「静かな雨」公開記念舞台挨拶

仲野太賀&中川龍太郎監督が衛藤美彩に感謝「助けられた」

俳優の仲野太賀と元・乃木坂46の衛藤美彩がW主演を務めた映画『静かな雨』が7日に封切られ、8日、仲野と衛藤が共演のでんでん、メガホンをとった中川龍太郎監督とともに都内の劇場で公開記念舞台挨拶を行った。

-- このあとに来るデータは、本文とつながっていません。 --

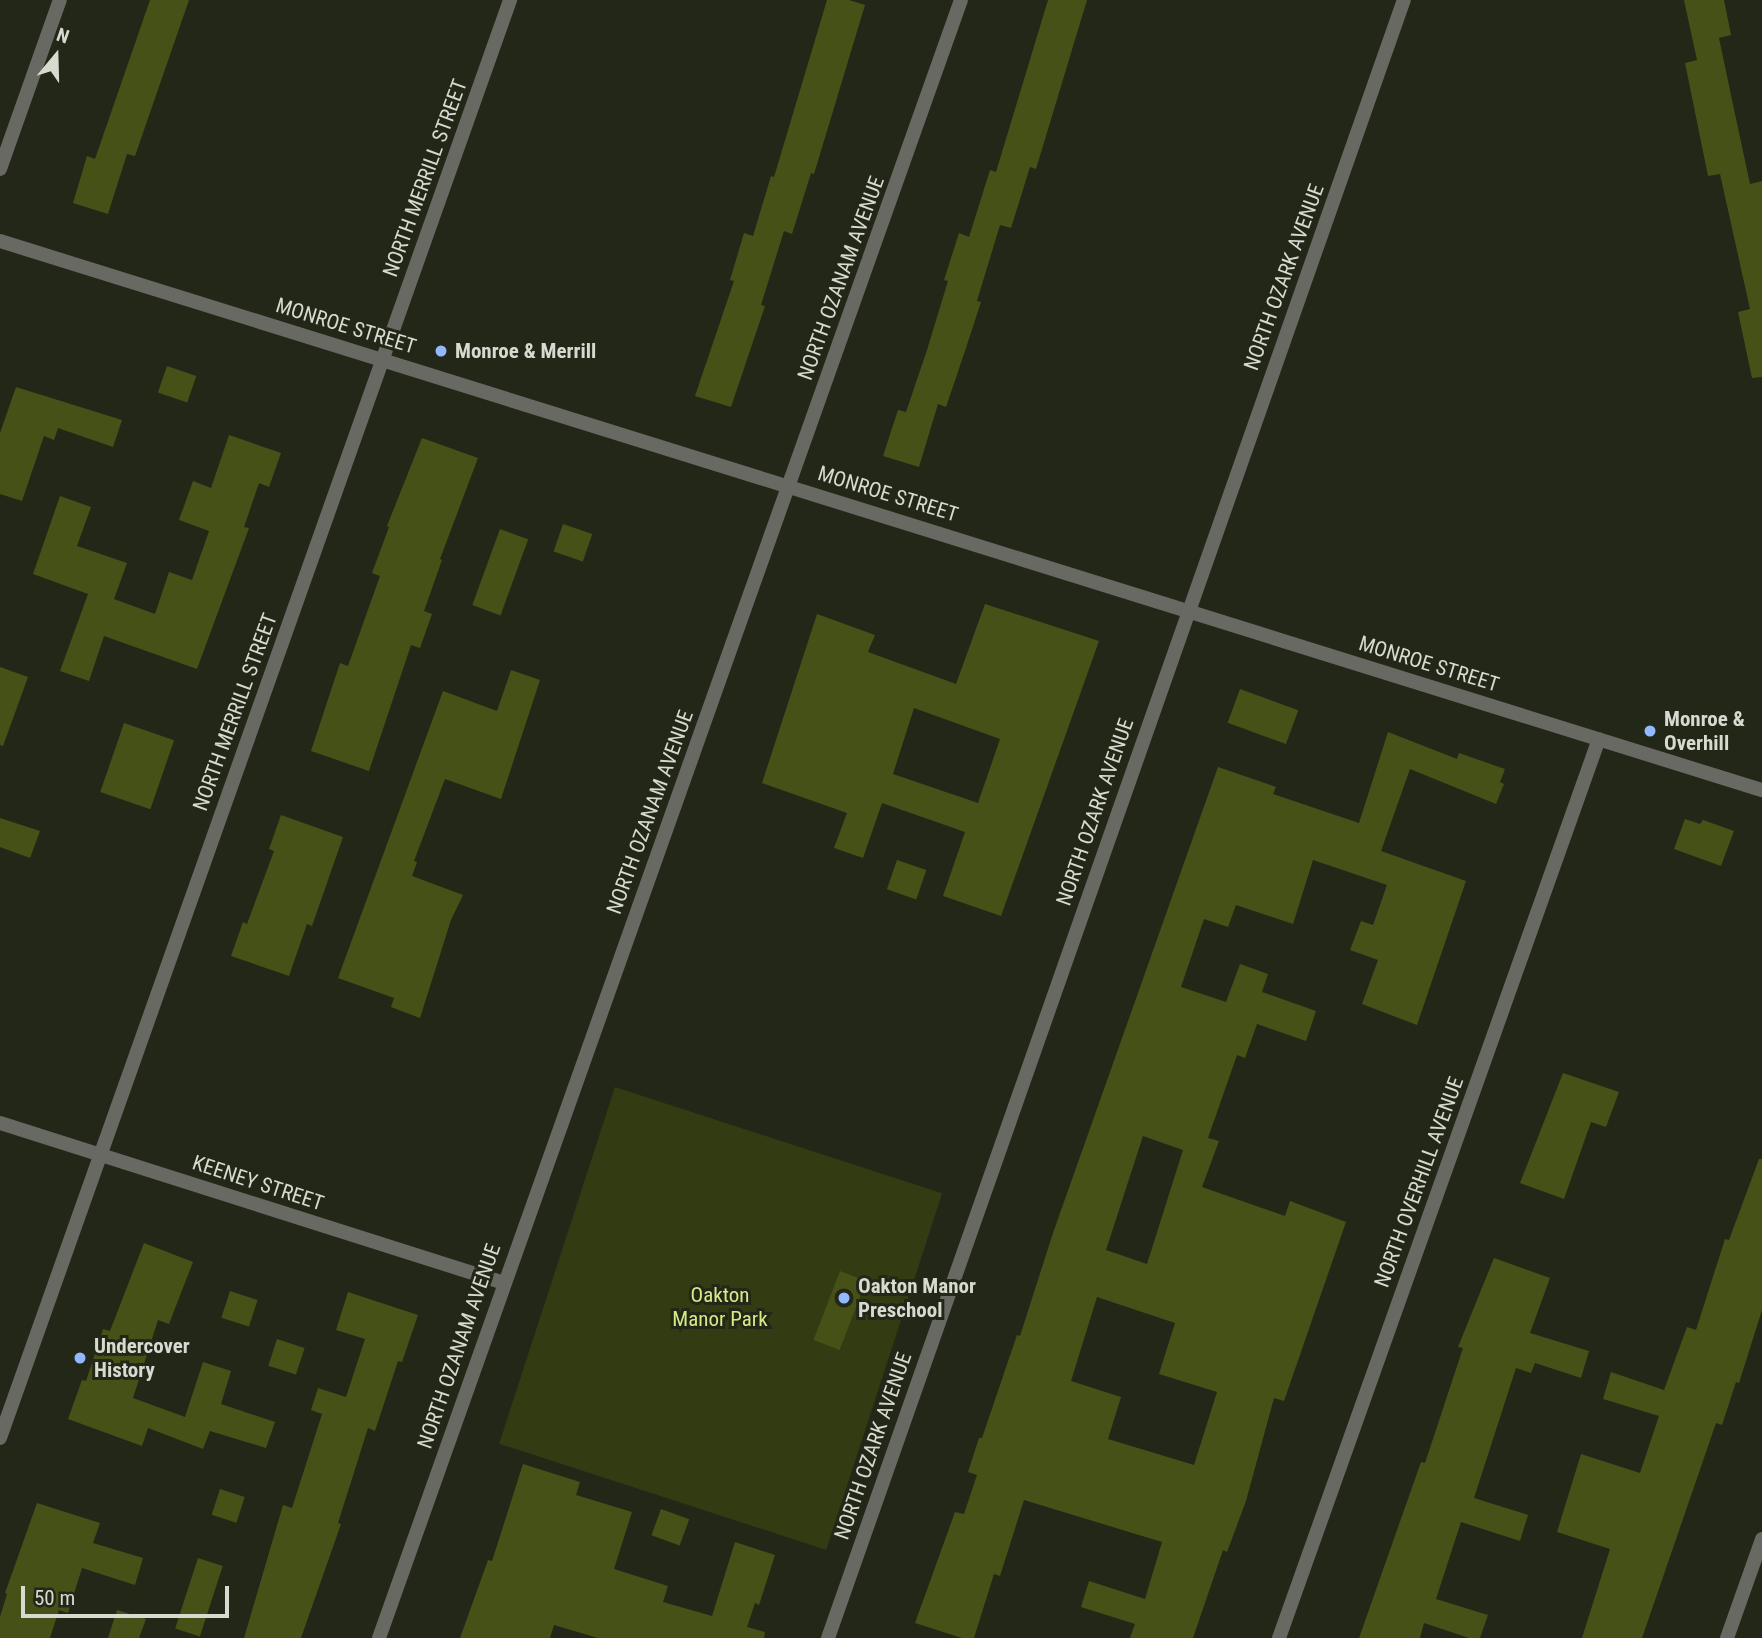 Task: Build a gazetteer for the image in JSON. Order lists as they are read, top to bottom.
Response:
{
  "streets": {
    "street": [
      "NORTH MERRILL STREET",
      "NORTH OZARK AVENUE",
      "NORTH OZANAM AVENUE",
      "MONROE STREET",
      "NORTH OVERHILL AVENUE",
      "KEENEY STREET"
    ]
  },
  "crossings": [
    ["NORTH MERRILL STREET", "MONROE STREET"],
    ["NORTH MERRILL STREET", "KEENEY STREET"],
    ["NORTH OZARK AVENUE", "MONROE STREET"],
    ["NORTH OZANAM AVENUE", "MONROE STREET"],
    ["NORTH OZANAM AVENUE", "KEENEY STREET"],
    ["MONROE STREET", "NORTH OVERHILL AVENUE"]
  ],
  "parks": ["Oakton Manor Park"],
  "places": [
    "Monroe & Merrill",
    "Monroe & Overhill",
    "Oakton Manor Preschool",
    "Undercover History"
  ],
  "scale_bar": "50 m",
  "north": "top"
} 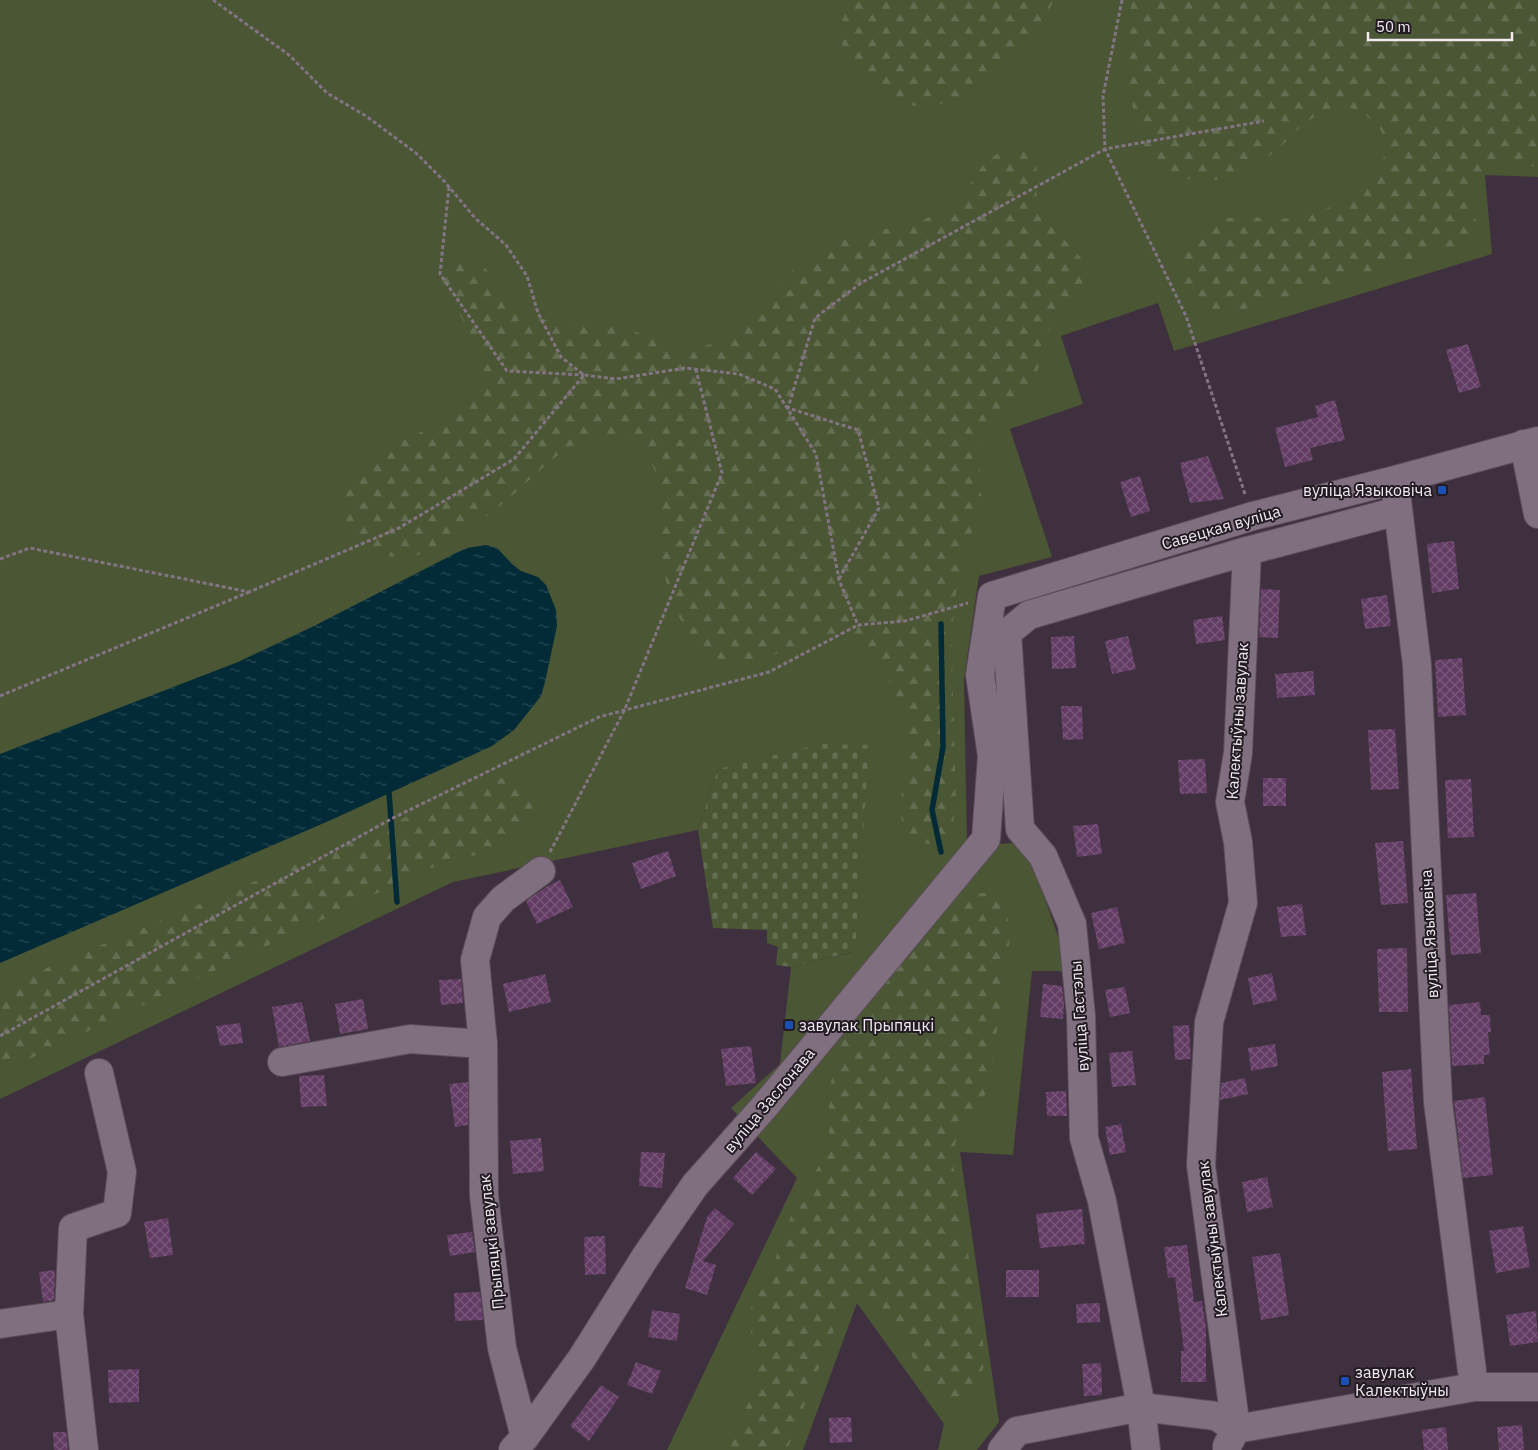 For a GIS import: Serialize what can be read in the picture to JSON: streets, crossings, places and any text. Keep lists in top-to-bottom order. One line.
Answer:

仲野と中川監督は2度目のタッグ。同世代ということもあり、意見交換が加熱したこともあったようで、中川監督は「自分と太賀が現場でぶつかるというか、気まずくなるときもあったんですけど、衛藤さんが非常に空気を読める人というか、衛藤さんがいなかったらもうちょっと現場の空気が暗かったかもしれない」と話し、会場から笑いが漏れる。仲野はすかさず「めちゃくちゃケンカしてるみたいじゃん」とツッコミを入れつつも、「衛藤さんが現場を明るくするパワーを持っていて、衛藤さんが現場に来るだけでみんなが明るくなるという、それは本当に助けられました」と衛藤に感謝。さらに中川監督が「本当にいい人。現場にご飯作ってきてくれたり」と衛藤の人柄について語っていると、衛藤との共演シーンがなかったため、この日が初対面となったでんでんが「そんな衛藤さんと1度も……」と残念がって笑いを誘う。
そのでんでんは、「太賀くんと衛藤さんのキメの細かい芝居が素晴らしいなと思いながら見てました。淡々と流れる映画の中で細かい感情の起伏を太賀くんと衛藤さんが演じているのを見て、共演者としてもシビれた映画でもありました」と、2人の芝居に賞賛を送った。

本作が映画初主演となった衛藤は「1年前にお話をいただいてから、撮影が終わって、今日までの過程も初めてで、映画ってすごくいいなと、映画界の魅力にどっぷり浸かってしまいそう」と目を輝かせ、「そんな作品をこれからたくさんの人に観ていただけるのがうれしいですし、この『静かな雨』の優しい物語が少しでも皆さんの記憶に残ったらうれしい」と、初主演作公開の喜びを噛み締めていた。

映画は、「羊と鋼の森」で2016年の本屋大賞1位を受賞した作家・宮下奈都の同名小説が原作。交通事故の後遺症で新しい記憶を留めておけなくなってしまったこよみと、彼女に寄り添う青年・行助の物語。
2019年釜山国際映画祭に正式出品されたほか、第20回東京フィルメックスではコンペティション部門に正式出品され、最も観客の支持を集めた観客賞を受賞した。

前日7日は仲野の27歳の誕生日。舞台挨拶の終盤には原作者の宮下奈都が登壇し、サプライズで花束を贈呈する一幕もあった。

映画『静かな雨』は、シネマート新宿ほか全国順次公開中。